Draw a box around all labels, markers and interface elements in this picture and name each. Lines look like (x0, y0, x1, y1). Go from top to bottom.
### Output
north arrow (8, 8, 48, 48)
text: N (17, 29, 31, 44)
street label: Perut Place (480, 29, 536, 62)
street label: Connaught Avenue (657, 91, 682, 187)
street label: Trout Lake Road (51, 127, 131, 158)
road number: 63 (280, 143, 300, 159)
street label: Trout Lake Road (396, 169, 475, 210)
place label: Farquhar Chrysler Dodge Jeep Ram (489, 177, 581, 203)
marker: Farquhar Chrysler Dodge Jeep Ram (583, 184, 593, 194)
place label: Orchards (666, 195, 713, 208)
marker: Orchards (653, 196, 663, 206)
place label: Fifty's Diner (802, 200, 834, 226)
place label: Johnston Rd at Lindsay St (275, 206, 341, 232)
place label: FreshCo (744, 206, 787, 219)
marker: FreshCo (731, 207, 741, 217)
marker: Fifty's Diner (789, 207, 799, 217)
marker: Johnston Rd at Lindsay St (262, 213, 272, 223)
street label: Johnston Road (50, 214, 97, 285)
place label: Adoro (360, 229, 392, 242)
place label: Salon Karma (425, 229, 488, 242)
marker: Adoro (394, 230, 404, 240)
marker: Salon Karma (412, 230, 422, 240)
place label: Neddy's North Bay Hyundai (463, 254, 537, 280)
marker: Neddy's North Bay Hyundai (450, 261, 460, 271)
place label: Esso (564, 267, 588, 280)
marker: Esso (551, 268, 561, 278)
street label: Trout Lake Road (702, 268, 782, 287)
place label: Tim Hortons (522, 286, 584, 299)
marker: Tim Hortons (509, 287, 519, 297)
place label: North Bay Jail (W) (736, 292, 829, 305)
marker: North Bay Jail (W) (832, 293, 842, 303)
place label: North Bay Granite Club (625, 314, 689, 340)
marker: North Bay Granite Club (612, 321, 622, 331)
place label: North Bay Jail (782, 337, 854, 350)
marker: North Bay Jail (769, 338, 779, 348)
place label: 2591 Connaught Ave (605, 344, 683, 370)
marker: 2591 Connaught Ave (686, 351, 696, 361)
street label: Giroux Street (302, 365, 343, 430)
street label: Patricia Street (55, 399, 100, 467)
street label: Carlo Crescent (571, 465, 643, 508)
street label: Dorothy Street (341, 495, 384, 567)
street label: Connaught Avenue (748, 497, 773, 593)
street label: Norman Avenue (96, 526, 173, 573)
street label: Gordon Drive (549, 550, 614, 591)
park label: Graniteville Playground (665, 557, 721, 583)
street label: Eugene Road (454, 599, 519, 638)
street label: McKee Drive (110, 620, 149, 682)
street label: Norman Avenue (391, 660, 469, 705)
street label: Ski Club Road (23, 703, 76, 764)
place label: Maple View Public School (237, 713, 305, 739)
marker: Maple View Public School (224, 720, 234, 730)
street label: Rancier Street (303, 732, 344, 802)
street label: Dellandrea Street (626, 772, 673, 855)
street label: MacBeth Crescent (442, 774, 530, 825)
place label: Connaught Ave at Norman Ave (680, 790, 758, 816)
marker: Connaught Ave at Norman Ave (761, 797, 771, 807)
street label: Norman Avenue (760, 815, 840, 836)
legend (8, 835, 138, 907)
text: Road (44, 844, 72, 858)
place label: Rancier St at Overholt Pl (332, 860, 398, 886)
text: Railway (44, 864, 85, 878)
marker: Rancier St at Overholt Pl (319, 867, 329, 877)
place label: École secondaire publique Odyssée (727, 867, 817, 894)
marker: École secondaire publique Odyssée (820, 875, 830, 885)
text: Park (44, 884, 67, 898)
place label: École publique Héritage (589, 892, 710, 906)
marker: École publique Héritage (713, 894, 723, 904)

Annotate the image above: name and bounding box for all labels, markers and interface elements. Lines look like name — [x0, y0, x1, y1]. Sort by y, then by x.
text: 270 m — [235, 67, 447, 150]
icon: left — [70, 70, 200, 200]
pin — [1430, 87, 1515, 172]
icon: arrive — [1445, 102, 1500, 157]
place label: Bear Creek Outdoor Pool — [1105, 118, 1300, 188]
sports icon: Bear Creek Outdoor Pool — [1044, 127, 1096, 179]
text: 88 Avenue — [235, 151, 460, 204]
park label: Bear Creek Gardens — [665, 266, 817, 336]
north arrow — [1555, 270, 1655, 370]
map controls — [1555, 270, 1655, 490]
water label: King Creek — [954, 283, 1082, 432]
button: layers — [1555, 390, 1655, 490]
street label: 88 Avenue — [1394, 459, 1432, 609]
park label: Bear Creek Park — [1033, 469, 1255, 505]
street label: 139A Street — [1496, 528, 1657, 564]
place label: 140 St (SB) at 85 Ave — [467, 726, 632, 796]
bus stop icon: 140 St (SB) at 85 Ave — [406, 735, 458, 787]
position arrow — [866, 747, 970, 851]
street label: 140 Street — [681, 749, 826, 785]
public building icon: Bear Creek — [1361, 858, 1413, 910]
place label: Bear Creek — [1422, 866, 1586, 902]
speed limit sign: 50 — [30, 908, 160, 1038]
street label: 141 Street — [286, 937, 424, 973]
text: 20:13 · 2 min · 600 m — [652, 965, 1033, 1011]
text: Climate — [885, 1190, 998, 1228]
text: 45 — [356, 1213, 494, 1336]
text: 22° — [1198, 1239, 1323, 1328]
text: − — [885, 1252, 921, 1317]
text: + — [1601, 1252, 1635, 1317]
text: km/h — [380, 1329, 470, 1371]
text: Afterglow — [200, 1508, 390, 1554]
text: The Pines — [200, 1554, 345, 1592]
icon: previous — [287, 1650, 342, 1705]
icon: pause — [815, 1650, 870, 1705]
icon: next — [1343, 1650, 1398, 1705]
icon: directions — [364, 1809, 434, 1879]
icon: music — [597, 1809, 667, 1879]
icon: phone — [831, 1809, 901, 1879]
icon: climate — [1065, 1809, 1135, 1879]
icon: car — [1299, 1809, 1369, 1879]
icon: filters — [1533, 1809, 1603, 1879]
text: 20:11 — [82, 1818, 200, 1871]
************
» **TASK ITEM**
Search the data above for the word "Norman" and count the lines where it appears. Only the number should be given.

» **SOLUTION FOR THIS EXERCISE**
5